# Brief
Exactly as written, return every line of the data below.

■ ■ ■ ■ ■ ■ ■

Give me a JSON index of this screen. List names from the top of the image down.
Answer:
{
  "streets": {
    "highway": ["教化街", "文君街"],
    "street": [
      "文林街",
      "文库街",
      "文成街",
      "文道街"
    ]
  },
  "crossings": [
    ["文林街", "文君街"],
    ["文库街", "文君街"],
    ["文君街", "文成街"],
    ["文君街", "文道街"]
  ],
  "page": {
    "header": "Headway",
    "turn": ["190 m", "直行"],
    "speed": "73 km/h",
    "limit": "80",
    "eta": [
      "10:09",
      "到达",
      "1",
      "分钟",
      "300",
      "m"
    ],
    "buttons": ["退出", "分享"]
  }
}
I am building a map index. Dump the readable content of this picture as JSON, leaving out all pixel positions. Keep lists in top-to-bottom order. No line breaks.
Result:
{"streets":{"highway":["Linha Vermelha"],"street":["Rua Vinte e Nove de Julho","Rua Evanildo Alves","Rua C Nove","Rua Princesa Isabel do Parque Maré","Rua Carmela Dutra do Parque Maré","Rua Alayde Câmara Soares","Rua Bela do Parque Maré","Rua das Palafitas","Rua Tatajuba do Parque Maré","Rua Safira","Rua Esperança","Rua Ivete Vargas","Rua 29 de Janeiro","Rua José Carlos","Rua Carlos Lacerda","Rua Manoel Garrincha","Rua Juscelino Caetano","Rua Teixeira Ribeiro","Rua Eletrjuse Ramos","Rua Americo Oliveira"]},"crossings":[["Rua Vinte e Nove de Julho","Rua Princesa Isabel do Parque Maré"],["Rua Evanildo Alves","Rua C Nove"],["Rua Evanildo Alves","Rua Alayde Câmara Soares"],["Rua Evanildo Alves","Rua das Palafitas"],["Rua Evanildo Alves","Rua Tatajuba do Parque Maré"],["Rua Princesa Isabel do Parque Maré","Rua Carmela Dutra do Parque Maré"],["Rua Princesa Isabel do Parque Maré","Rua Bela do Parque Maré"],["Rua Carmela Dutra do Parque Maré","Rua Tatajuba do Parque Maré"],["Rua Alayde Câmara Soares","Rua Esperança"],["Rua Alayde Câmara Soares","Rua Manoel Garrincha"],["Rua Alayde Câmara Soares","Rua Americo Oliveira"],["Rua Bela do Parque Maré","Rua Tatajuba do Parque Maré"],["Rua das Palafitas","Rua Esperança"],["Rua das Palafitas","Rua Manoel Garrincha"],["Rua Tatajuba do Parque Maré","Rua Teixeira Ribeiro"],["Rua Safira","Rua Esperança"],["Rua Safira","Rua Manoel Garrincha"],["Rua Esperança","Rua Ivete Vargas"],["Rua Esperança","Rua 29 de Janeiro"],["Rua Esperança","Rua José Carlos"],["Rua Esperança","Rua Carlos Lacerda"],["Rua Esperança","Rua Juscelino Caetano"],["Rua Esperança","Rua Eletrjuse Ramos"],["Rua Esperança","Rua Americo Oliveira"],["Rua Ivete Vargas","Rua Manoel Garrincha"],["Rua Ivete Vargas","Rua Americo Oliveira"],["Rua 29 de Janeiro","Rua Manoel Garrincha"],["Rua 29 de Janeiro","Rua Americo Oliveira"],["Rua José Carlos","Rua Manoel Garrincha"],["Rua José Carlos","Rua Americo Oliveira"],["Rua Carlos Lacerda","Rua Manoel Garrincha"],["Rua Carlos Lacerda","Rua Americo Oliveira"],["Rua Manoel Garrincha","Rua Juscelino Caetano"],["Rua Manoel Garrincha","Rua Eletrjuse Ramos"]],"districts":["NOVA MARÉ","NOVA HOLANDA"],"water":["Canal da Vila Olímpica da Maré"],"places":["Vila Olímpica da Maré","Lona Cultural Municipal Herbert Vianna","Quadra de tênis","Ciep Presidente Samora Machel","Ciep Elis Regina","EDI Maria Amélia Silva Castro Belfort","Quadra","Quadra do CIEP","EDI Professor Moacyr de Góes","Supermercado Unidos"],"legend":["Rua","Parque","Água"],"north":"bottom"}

■ ■ ■ ■ ■ ■ ■

# Exercise output
Give me a JSON index of this screen. List names from the top of the image down.
Answer:
{
  "streets": {
    "highway": ["教化街", "文君街"],
    "street": [
      "文林街",
      "文库街",
      "文成街",
      "文道街"
    ]
  },
  "crossings": [
    ["文林街", "文君街"],
    ["文库街", "文君街"],
    ["文君街", "文成街"],
    ["文君街", "文道街"]
  ],
  "page": {
    "header": "Headway",
    "turn": ["190 m", "直行"],
    "speed": "73 km/h",
    "limit": "80",
    "eta": [
      "10:09",
      "到达",
      "1",
      "分钟",
      "300",
      "m"
    ],
    "buttons": ["退出", "分享"]
  }
}
I am building a map index. Dump the readable content of this picture as JSON, leaving out all pixel positions. Keep lists in top-to-bottom order. No line breaks.
Result:
{"streets":{"highway":["Linha Vermelha"],"street":["Rua Vinte e Nove de Julho","Rua Evanildo Alves","Rua C Nove","Rua Princesa Isabel do Parque Maré","Rua Carmela Dutra do Parque Maré","Rua Alayde Câmara Soares","Rua Bela do Parque Maré","Rua das Palafitas","Rua Tatajuba do Parque Maré","Rua Safira","Rua Esperança","Rua Ivete Vargas","Rua 29 de Janeiro","Rua José Carlos","Rua Carlos Lacerda","Rua Manoel Garrincha","Rua Juscelino Caetano","Rua Teixeira Ribeiro","Rua Eletrjuse Ramos","Rua Americo Oliveira"]},"crossings":[["Rua Vinte e Nove de Julho","Rua Princesa Isabel do Parque Maré"],["Rua Evanildo Alves","Rua C Nove"],["Rua Evanildo Alves","Rua Alayde Câmara Soares"],["Rua Evanildo Alves","Rua das Palafitas"],["Rua Evanildo Alves","Rua Tatajuba do Parque Maré"],["Rua Princesa Isabel do Parque Maré","Rua Carmela Dutra do Parque Maré"],["Rua Princesa Isabel do Parque Maré","Rua Bela do Parque Maré"],["Rua Carmela Dutra do Parque Maré","Rua Tatajuba do Parque Maré"],["Rua Alayde Câmara Soares","Rua Esperança"],["Rua Alayde Câmara Soares","Rua Manoel Garrincha"],["Rua Alayde Câmara Soares","Rua Americo Oliveira"],["Rua Bela do Parque Maré","Rua Tatajuba do Parque Maré"],["Rua das Palafitas","Rua Esperança"],["Rua das Palafitas","Rua Manoel Garrincha"],["Rua Tatajuba do Parque Maré","Rua Teixeira Ribeiro"],["Rua Safira","Rua Esperança"],["Rua Safira","Rua Manoel Garrincha"],["Rua Esperança","Rua Ivete Vargas"],["Rua Esperança","Rua 29 de Janeiro"],["Rua Esperança","Rua José Carlos"],["Rua Esperança","Rua Carlos Lacerda"],["Rua Esperança","Rua Juscelino Caetano"],["Rua Esperança","Rua Eletrjuse Ramos"],["Rua Esperança","Rua Americo Oliveira"],["Rua Ivete Vargas","Rua Manoel Garrincha"],["Rua Ivete Vargas","Rua Americo Oliveira"],["Rua 29 de Janeiro","Rua Manoel Garrincha"],["Rua 29 de Janeiro","Rua Americo Oliveira"],["Rua José Carlos","Rua Manoel Garrincha"],["Rua José Carlos","Rua Americo Oliveira"],["Rua Carlos Lacerda","Rua Manoel Garrincha"],["Rua Carlos Lacerda","Rua Americo Oliveira"],["Rua Manoel Garrincha","Rua Juscelino Caetano"],["Rua Manoel Garrincha","Rua Eletrjuse Ramos"]],"districts":["NOVA MARÉ","NOVA HOLANDA"],"water":["Canal da Vila Olímpica da Maré"],"places":["Vila Olímpica da Maré","Lona Cultural Municipal Herbert Vianna","Quadra de tênis","Ciep Presidente Samora Machel","Ciep Elis Regina","EDI Maria Amélia Silva Castro Belfort","Quadra","Quadra do CIEP","EDI Professor Moacyr de Góes","Supermercado Unidos"],"legend":["Rua","Parque","Água"],"north":"bottom"}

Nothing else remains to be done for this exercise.